Floor test not absolute, says Surjeet
Marxist leader Harkishen Singh Surjeet has vehemently denied showing disrespect to the President, and asserted that a floor test for proving a government's majority was not applicable in all situations.
Addressing a press conference in New Delhi on Friday, Surjeet, who is general secretary of the Communist Party of India-Marxist, charged the Bharatiya Janata Party with distorting his statements on the issue.
He clarified that his February 25 statement was intended to assert that the Constitution provided for the President to act on the advice of the council of ministers vis-a-vis the appointment of governors. He said his statement was also intended to express concern over the leakage of the communication between the President and the prime minister.
Surjeet said he had every respect for the President and that it was the Left parties, rather than the BJP, which had taken the initiative in appointing K R Narayanan as vice-president, and then as President.

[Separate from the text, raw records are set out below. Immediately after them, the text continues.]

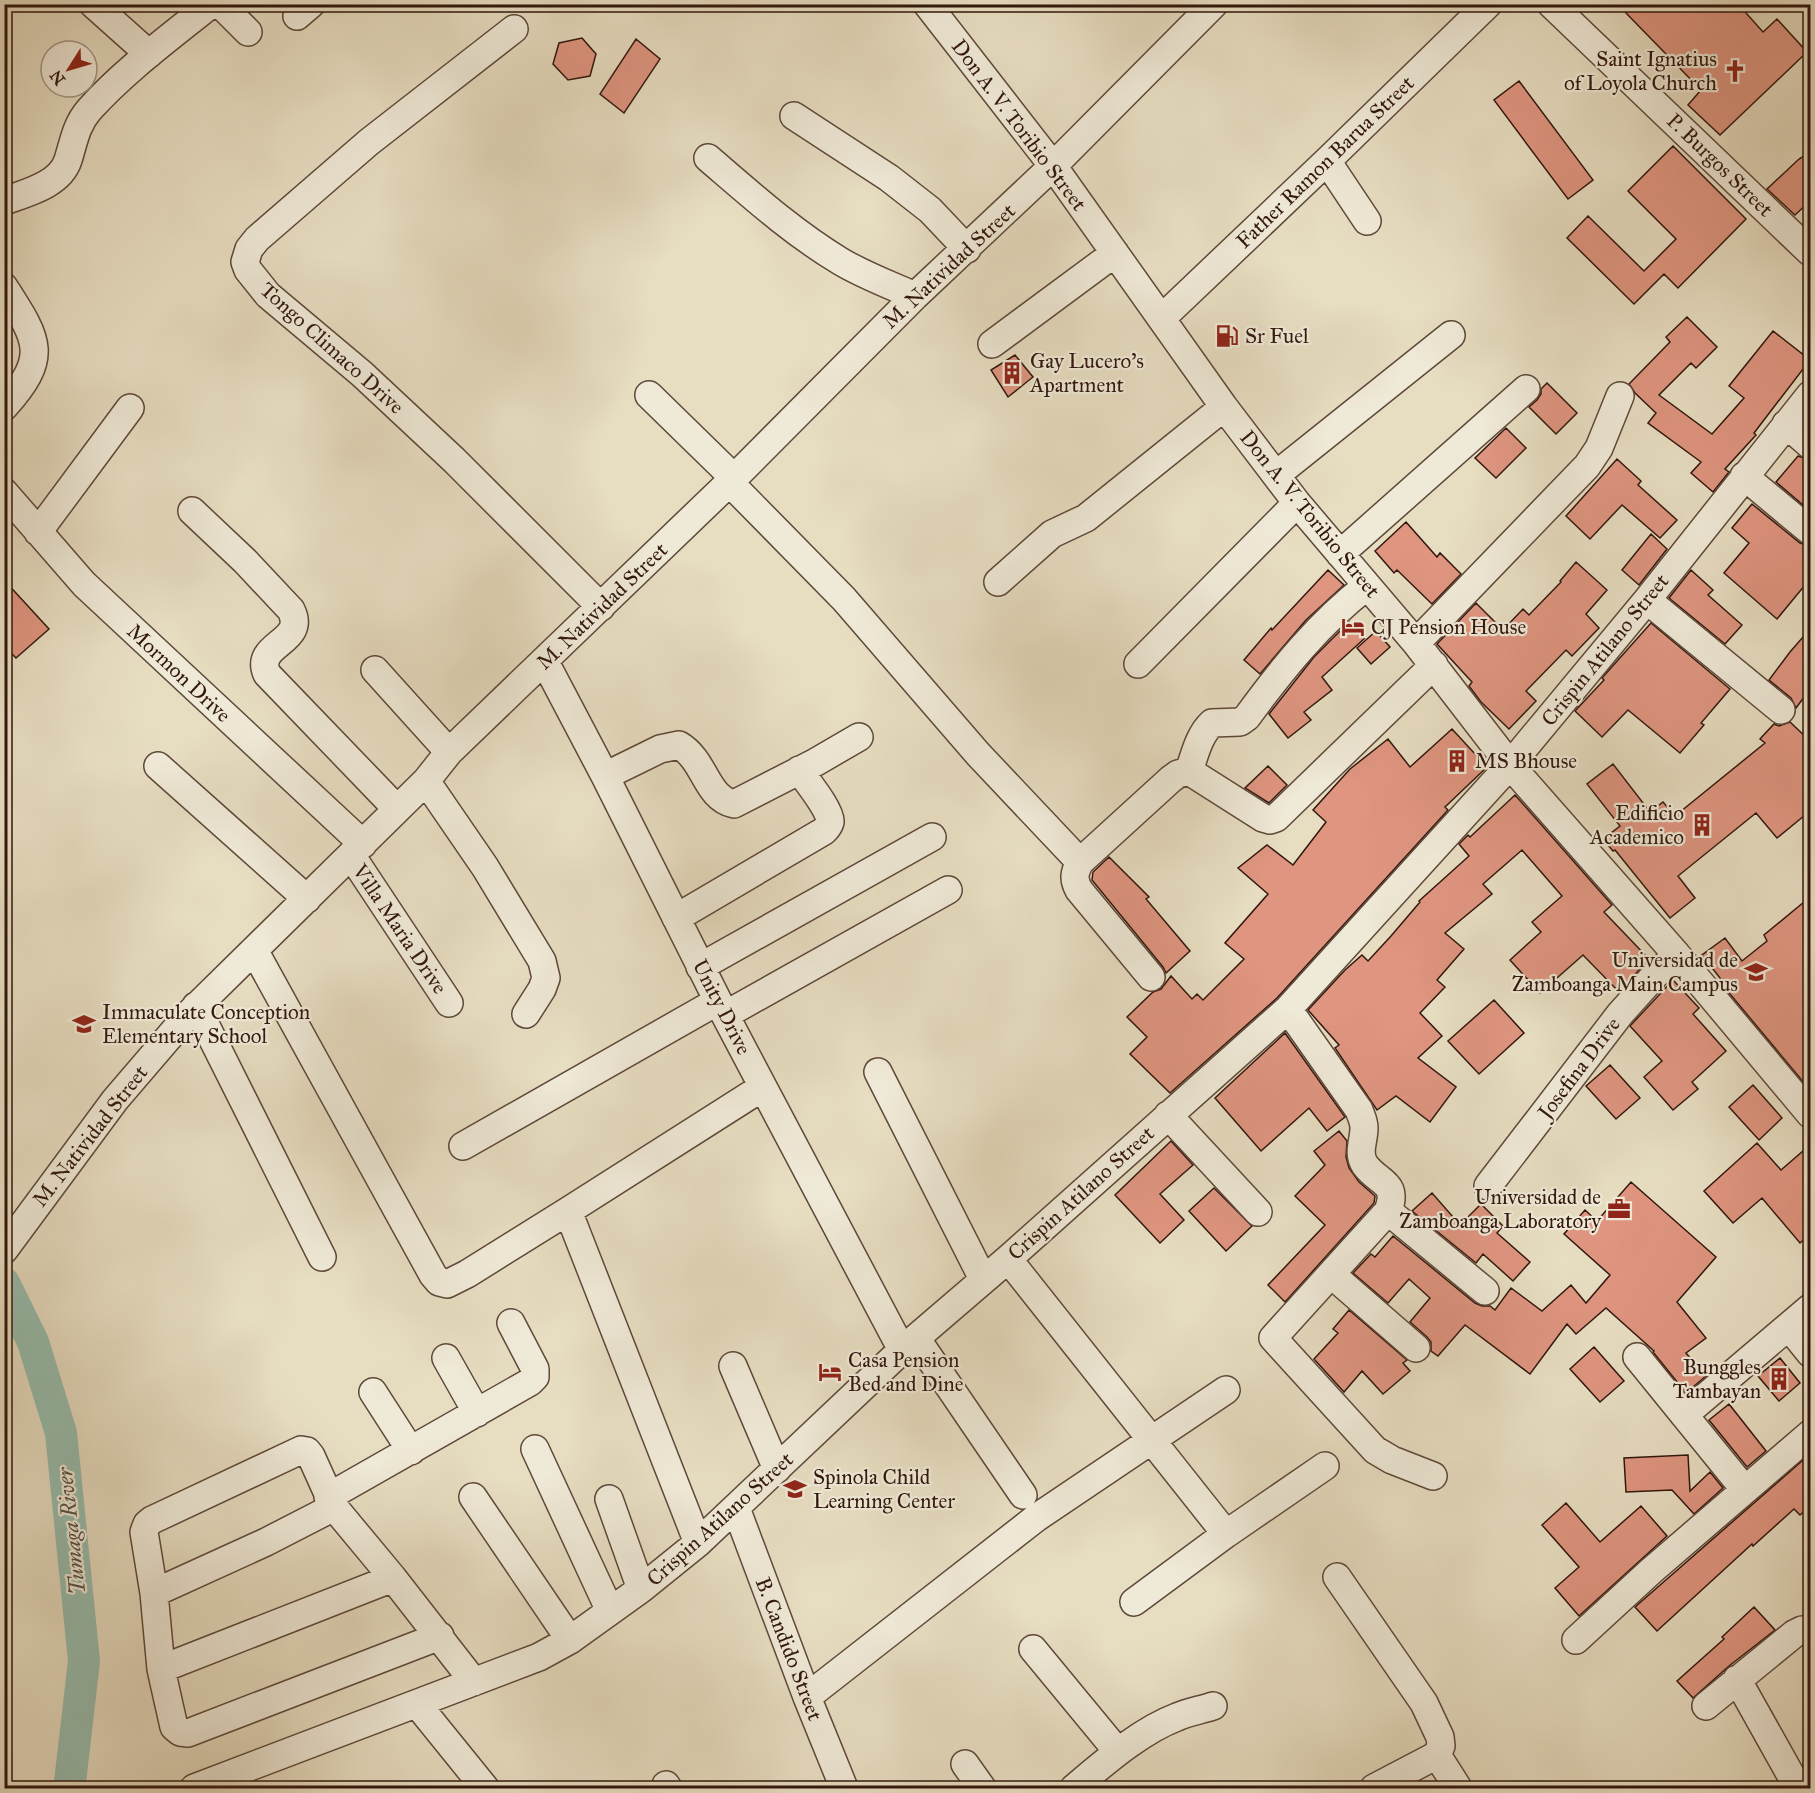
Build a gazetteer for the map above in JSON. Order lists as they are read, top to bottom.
{
  "streets": {
    "street": [
      "Don A. V. Toribio Street",
      "Father Ramon Barua Street",
      "P. Burgos Street",
      "M. Natividad Street",
      "Tongo Climaco Drive",
      "Crispin Atilano Street",
      "Mormon Drive",
      "Villa Maria Drive",
      "Unity Drive",
      "Josefina Drive",
      "B. Candido Street"
    ]
  },
  "crossings": [
    ["Don A. V. Toribio Street", "Father Ramon Barua Street"],
    ["Don A. V. Toribio Street", "M. Natividad Street"],
    ["Don A. V. Toribio Street", "Crispin Atilano Street"],
    ["Don A. V. Toribio Street", "Josefina Drive"],
    ["M. Natividad Street", "Tongo Climaco Drive"],
    ["M. Natividad Street", "Mormon Drive"],
    ["M. Natividad Street", "Villa Maria Drive"],
    ["M. Natividad Street", "Unity Drive"],
    ["Crispin Atilano Street", "Unity Drive"],
    ["Crispin Atilano Street", "B. Candido Street"],
    ["Mormon Drive", "Villa Maria Drive"]
  ],
  "water": ["Tumaga River"],
  "places": {
    "church": ["Saint Ignatius of Loyola Church"],
    "fuel station": ["Sr Fuel"],
    "building": [
      "Gay Lucero's Apartment",
      "MS Bhouse",
      "Edificio Academico",
      "Bunggles Tambayan"
    ],
    "hotel": ["CJ Pension House", "Casa Pension Bed and Dine"],
    "school or university": ["Universidad de Zamboanga Main Campus", "Immaculate Conception Elementary School", "Spinola Child Learning Center"],
    "office": ["Universidad de Zamboanga Laboratory"]
  },
  "north": "bottom left"
}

He said there were fundamental differences between the Karnataka case on which the Bommai judgment was delivered by the Supreme Court and which is now being cited as applicable in Uttar Pradesh.
In that case, there was a Janata Dal government which had an absolute majority in the assembly when some legislators sought to defect and approached the governor. It was then the governor's duty to allow then chief minister S R Bommai a floor test.
On the other hand, in Uttar Pradesh, the Kalyan Singh government was formed with the agreement of two parties, the BJP and the Bahujan Samaj Party, which withdrew support on October 1997. Kalyan Singh was allowed to form a government by engineering defections, but again lost his majority when the defectors deserted him on Saturday. In such a case, the governor was justified in dismissing his government, he said.
Meanwhile, Congress general secretary Ghulam Nabi Azad today regretted that the Uttar Pradesh speaker had not taken any action on the issue of disqualification of 12 BSP legislators five months after their defection.
Declining to comment on the UP issue and the court verdicts, Azad said everyone tended to forget the role of the speaker who had not taken the decision and everyone was after the governor. The speaker, he alleged, was behaving like he was the state BJP president.
Asked whether Shivraj Patil, the Congress speaker during the Narasimha Rao era, too had not taken some time to decide upon the disqualification issue, Azad said Patil had never allowed anyone to vote unless he was personally satisfied that there was a split in the party.